Work to complete: The whole listing, exactly as given: write it out, leaving out each image.

Input data:
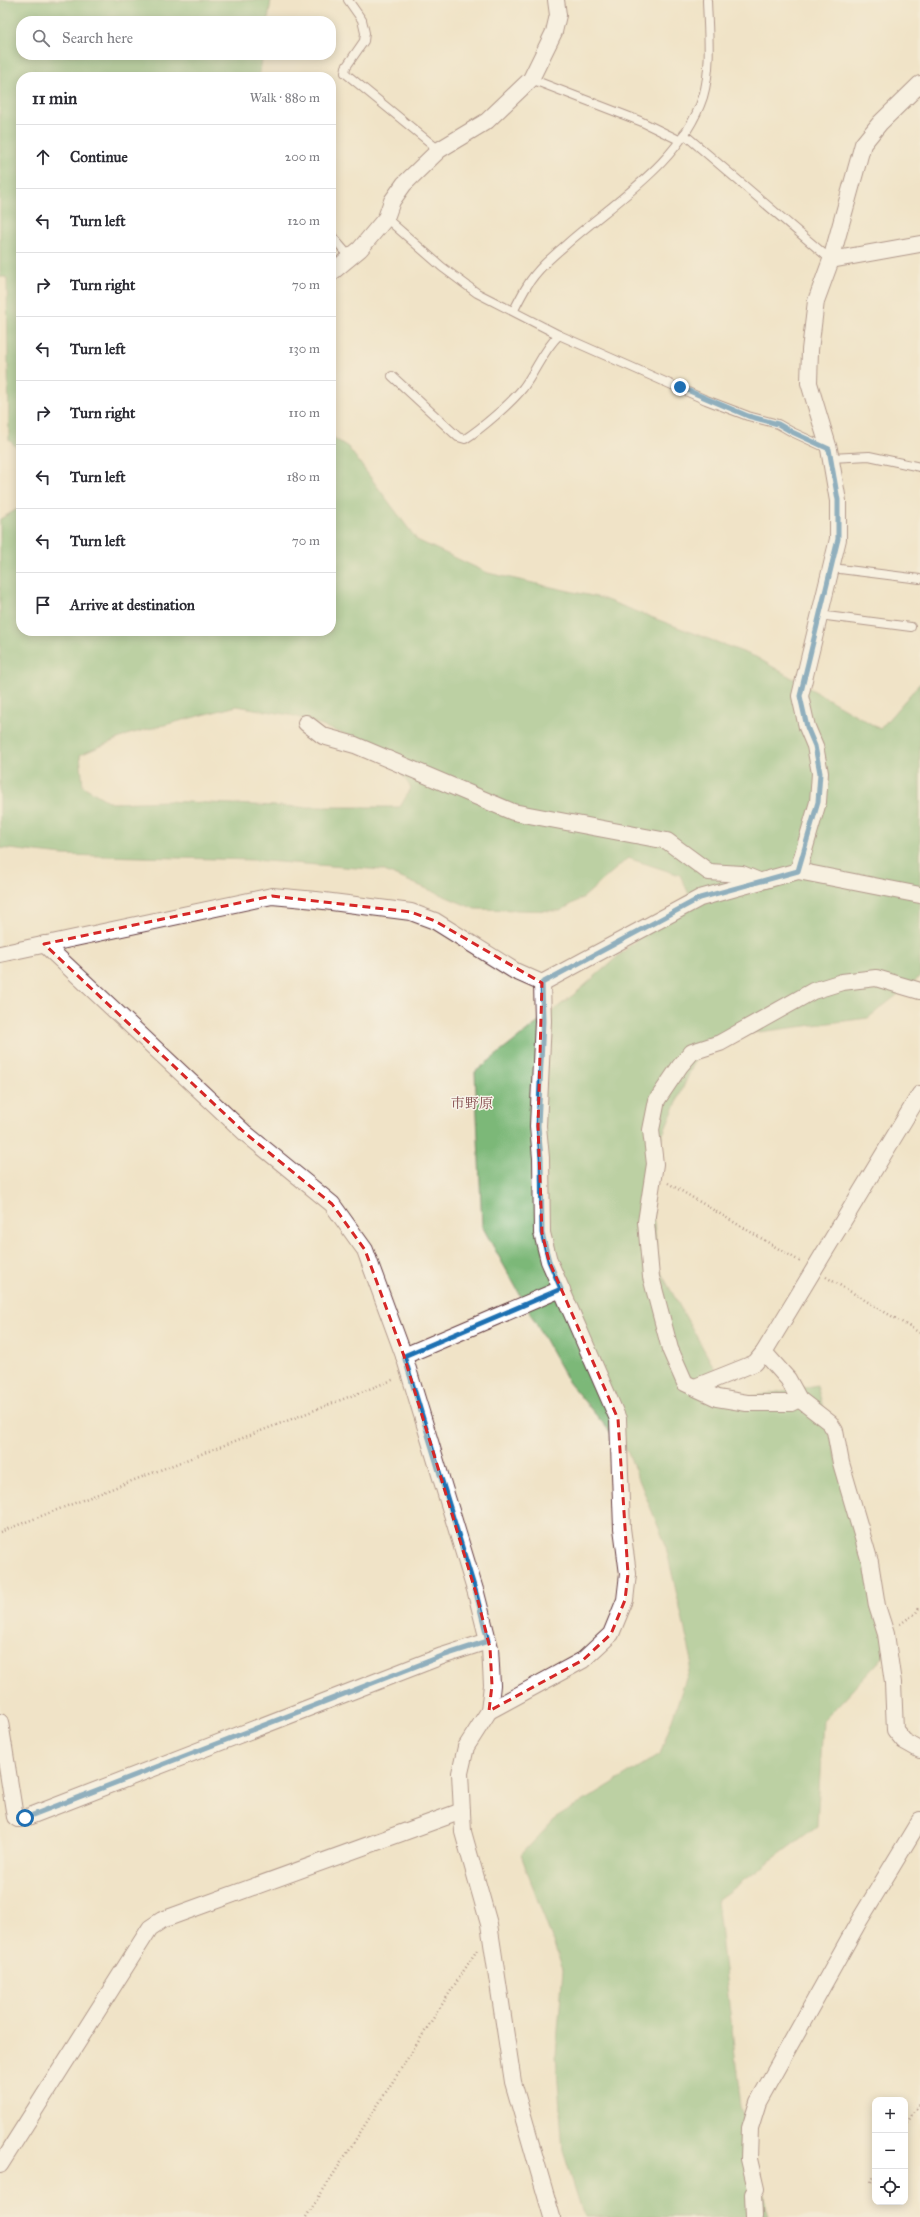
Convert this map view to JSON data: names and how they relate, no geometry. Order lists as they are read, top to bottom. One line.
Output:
{"districts":["市野原"],"page":{"search":"Search here","heading":["11 min","Walk · 880 m"],"list":[["Continue","200 m"],["Turn left","120 m"],["Turn right","70 m"],["Turn left","130 m"],["Turn right","110 m"],["Turn left","180 m"],["Turn left","70 m"],"Arrive at destination"],"map_buttons":["+","−"]}}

Output for this exercise:
Convert this map view to JSON data: names and how they relate, no geometry. Order lists as they are read, top to bottom. One line.
Output:
{"districts":["市野原"],"page":{"search":"Search here","heading":["11 min","Walk · 880 m"],"list":[["Continue","200 m"],["Turn left","120 m"],["Turn right","70 m"],["Turn left","130 m"],["Turn right","110 m"],["Turn left","180 m"],["Turn left","70 m"],"Arrive at destination"],"map_buttons":["+","−"]}}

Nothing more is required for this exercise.